Preoperative Preparation and Monitoring
Preoperative assessment and optimization of cardiac risk were
previously discussed. It is extremely important that long-term cardiac and respiratory
medications be given the morning of surgery. β-Blockers are most important
because they have been shown to reduce the incidence of perioperative myocardial
ischemia and subsequent cardiac morbidity.[58]
[59]
[60]
[61]
I do
not
recommend that antiplatelet therapy (usually aspirin) be terminated preoperatively.
Monitoring for lower extremity arterial revascularization should include an intra-arterial
catheter that permits continuous blood pressure monitoring to optimize coronary artery
perfusion, continuous blood pressure monitoring to optimize lower extremity graft
perfusion, and blood sampling for diagnostic laboratory testing.
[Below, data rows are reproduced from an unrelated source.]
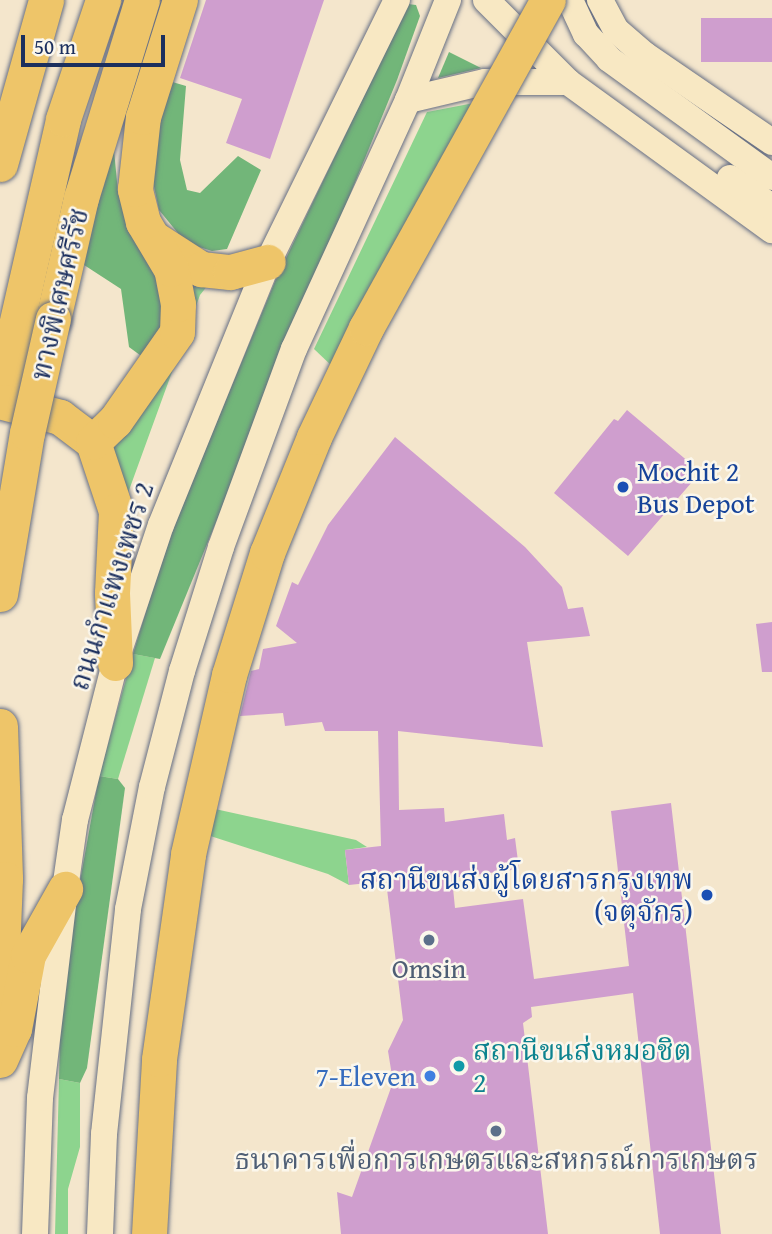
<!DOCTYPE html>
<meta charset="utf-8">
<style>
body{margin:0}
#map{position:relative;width:772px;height:1234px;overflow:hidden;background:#f4e6cc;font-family:"Gentium Book Plus","Noto Serif Thai",serif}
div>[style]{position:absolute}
.green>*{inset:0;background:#8dd48e}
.forest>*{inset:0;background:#72b679}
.building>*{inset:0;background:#cf9ece;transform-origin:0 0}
.roads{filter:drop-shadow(0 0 2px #676f84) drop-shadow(0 0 2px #676f84)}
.secondary>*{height:26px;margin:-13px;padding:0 13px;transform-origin:13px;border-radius:13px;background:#f8e8c3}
.highway>*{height:35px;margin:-17.5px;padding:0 17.5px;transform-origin:17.5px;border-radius:17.5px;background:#eec569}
.bridges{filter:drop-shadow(0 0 2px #676f84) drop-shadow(0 0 2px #676f84)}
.highway-bridge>*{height:35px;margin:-17.5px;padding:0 17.5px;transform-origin:17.5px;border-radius:17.5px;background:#eec569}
.dots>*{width:19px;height:19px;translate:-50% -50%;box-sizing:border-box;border:4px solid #fbf7ec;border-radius:50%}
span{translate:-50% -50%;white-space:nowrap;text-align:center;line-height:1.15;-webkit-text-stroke:5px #fbf7ec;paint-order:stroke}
.street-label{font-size:28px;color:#1b2f5e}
.transit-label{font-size:28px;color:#164399}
.left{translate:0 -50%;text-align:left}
.right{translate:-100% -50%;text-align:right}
.service-label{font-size:28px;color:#4e5e75}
.culture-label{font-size:28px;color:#0d838f}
.shop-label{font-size:28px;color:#366cbe}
.scale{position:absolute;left:21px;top:35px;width:144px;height:32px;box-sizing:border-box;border:4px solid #1b2f5e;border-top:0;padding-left:9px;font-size:21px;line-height:24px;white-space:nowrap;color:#1b2f5e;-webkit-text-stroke:5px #fbf7ec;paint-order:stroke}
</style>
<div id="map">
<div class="green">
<i style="clip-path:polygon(474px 103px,334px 368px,314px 349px,427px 112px)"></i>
<i style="clip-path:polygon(180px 274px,208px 285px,200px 295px,128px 493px,108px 445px)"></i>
<i style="clip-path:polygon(133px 654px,155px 658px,118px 779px,99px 776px)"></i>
<i style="clip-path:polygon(206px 807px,356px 840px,367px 847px,345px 850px,349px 885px,328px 874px,198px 832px)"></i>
<i style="clip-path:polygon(59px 1079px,80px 1083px,80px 1147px,68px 1189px,68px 1234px,55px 1234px)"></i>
</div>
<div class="forest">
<i style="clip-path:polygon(408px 4px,416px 5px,420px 16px,397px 80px,160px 659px,133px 654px,167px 542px,276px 279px)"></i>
<i style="clip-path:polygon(449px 52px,481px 68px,438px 78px)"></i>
<i style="clip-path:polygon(169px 81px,186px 86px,180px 160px,187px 190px,200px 193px,238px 156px,261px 170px,227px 249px,212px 251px,186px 243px,159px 210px,149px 163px)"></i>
<i style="clip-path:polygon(113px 140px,118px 192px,153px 260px,165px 321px,148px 361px,129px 347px,121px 289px,81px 263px)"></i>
<i style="clip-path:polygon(99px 776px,118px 779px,125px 788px,87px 1068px,80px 1083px,59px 1079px,60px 1037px,69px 942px)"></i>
</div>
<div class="building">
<i style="clip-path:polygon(206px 0,324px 0,270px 159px,226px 143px,242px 99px,180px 78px)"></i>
<i style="left:772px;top:18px;width:44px;height:71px;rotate:90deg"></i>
<i style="clip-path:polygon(627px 410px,696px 468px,688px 477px,692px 482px,628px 556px,554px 493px,614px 419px,618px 421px)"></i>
<i style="clip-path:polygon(395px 437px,525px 547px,562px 587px,568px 609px,583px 607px,590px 636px,527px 642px,543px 747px,398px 731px,399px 810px,444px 808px,445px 822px,504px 814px,507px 840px,515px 838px,519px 869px,452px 878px,455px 908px,523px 899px,534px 979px,629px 966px,611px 811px,671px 803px,721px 1234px,660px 1234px,633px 993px,531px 1007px,532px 1017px,523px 1023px,548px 1234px,341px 1234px,337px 1192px,352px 1197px,393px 1082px,388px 1051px,403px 1020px,386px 881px,349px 885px,345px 850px,381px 846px,378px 731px,325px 731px,322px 722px,285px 726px,283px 713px,240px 716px,251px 671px,259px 669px,263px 649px,297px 643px,276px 626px,292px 582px,298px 585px,328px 525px)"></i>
<i style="clip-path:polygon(772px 622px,772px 672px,762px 672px,756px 624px)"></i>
</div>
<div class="roads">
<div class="secondary">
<i style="left:486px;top:0;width:116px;rotate:45deg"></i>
<i style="left:568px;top:82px;width:252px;rotate:36deg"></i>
<i style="left:570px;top:0;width:38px;rotate:65deg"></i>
<i style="left:586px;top:34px;width:34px;rotate:47deg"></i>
<i style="left:609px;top:59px;width:201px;rotate:35.9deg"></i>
<i style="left:600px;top:0;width:34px;rotate:62deg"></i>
<i style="left:616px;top:30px;width:38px;rotate:41deg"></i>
<i style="left:645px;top:55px;width:154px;rotate:34.4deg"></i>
<i style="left:408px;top:100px;width:79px;rotate:-13.2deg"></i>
<i style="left:485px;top:82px;width:83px"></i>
<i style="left:730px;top:178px;width:51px;rotate:34.6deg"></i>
<i style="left:35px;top:1234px;width:136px;rotate:-87.9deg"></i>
<i style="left:40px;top:1098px;width:210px;rotate:-83.2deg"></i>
<i style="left:65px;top:889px;width:70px;rotate:-81.8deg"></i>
<i style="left:75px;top:820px;width:162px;rotate:-75.7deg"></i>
<i style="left:115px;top:663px;width:145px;rotate:-71.6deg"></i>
<i style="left:161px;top:525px;width:284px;rotate:-67.9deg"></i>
<i style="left:268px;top:262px;width:292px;rotate:-63.8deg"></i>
<i style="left:100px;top:1234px;width:100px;rotate:-87.7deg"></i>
<i style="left:104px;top:1134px;width:226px;rotate:-83.9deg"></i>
<i style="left:128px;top:909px;width:124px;rotate:-78.9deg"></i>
<i style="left:152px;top:787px;width:120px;rotate:-75.5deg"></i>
<i style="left:182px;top:671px;width:130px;rotate:-72.5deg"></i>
<i style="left:221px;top:547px;width:211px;rotate:-69.8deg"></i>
<i style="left:294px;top:349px;width:274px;rotate:-65.4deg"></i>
<i style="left:408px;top:100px;width:108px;rotate:-68.2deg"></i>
</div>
<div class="highway">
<i style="left:0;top:164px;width:170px;rotate:-74.3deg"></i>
<i style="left:156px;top:240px;width:54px;rotate:32.8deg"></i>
<i style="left:201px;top:269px;width:29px;rotate:6deg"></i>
<i style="left:230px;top:272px;width:39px;rotate:-15deg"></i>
<i style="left:53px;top:319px;width:124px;rotate:-77deg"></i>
<i style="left:81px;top:198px;width:207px;rotate:-72.9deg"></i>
<i style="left:0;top:395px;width:283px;rotate:-77.1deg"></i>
<i style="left:63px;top:119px;width:126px;rotate:-71.4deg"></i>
<i style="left:3px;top:402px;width:59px;rotate:14.7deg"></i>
<i style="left:60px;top:417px;width:41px;rotate:37.1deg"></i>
<i style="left:93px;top:442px;width:73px;rotate:71.6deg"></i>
<i style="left:116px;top:511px;width:82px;rotate:92.8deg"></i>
<i style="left:112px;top:593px;width:70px;rotate:87.5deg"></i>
<i style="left:93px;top:442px;width:30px;rotate:-44deg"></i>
<i style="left:115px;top:421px;width:108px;rotate:-55.1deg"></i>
<i style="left:177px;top:332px;width:28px;rotate:-88deg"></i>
<i style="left:178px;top:304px;width:36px;rotate:-101deg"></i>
<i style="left:171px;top:269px;width:55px;rotate:-120.8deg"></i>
<i style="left:143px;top:222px;width:34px;rotate:-104deg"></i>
<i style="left:135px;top:189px;width:72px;rotate:-83.7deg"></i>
<i style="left:143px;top:117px;width:123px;rotate:-72.5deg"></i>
<i style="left:0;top:726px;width:153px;rotate:88.1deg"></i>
<i style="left:5px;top:879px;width:126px;rotate:92.3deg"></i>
<i style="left:0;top:1060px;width:34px;rotate:-66deg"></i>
<i style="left:14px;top:1029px;width:75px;rotate:-79.3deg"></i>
<i style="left:28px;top:955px;width:76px;rotate:-60.7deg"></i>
</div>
</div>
<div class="bridges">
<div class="highway-bridge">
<i style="left:0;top:594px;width:163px;rotate:-80.5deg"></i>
<i style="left:27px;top:433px;width:117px;rotate:-77.2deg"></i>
<i style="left:149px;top:1234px;width:175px;rotate:-86.7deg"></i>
<i style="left:159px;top:1059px;width:207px;rotate:-81.9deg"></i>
<i style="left:188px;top:854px;width:184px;rotate:-77.1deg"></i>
<i style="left:229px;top:675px;width:128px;rotate:-72.7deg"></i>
<i style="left:267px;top:553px;width:125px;rotate:-67.9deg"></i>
<i style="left:314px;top:437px;width:121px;rotate:-64.5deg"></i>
<i style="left:366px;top:328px;width:375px;rotate:-61deg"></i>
</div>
</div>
<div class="dots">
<i style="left:623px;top:487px;background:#1a4fb4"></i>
<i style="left:707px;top:895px;background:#1a4fb4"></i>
<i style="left:429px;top:940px;background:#5c6f8a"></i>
<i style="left:459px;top:1066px;background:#0f9aa8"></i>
<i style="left:430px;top:1076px;background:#3f7fe0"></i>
<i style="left:496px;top:1131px;background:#5c6f8a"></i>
</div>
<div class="street-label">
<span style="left:59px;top:294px;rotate:-77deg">ทางพิเศษศรีรัช</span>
<span style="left:111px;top:586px;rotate:-72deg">ถนนกำแพงเพชร 2</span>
</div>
<div class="transit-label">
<span class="left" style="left:637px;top:487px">Mochit 2<br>Bus Depot</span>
<span class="right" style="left:693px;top:895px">สถานีขนส่งผู้โดยสารกรุงเทพ<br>(จตุจักร)</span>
</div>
<div class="service-label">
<span style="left:429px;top:968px">Omsin</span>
<span style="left:496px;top:1159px">ธนาคารเพื่อการเกษตรและสหกรณ์การเกษตร</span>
</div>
<div class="culture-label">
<span class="left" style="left:473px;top:1066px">สถานีขนส่งหมอชิต<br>2</span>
</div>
<div class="shop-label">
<span class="right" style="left:416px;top:1076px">7-Eleven</span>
</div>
<div class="scale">50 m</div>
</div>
A urinary bladder
catheter is usually adequate for assessing intravascular volume and cardiac output,
and central venous catheters are not necessarily helpful in routine cases. Central
venous pressure monitoring should be considered for patients with significant renal
dysfunction in whom intravascular volume should be carefully monitored and for patients
with significantly impaired ventricular dysfunction or congestive heart failure.
In these patients, a pulmonary artery catheter may be helpful, but given the relatively
low potential for blood loss and third-space fluid losses with lower extremity vascular
procedures, the pulmonary artery catheter is usually reserved for patients with active
congestive heart failure or unstable angina. Our criteria for using invasive hemodynamic
monitoring have been previously described.[79]
Computerized ST segment monitoring is helpful in monitoring for myocardial ischemia.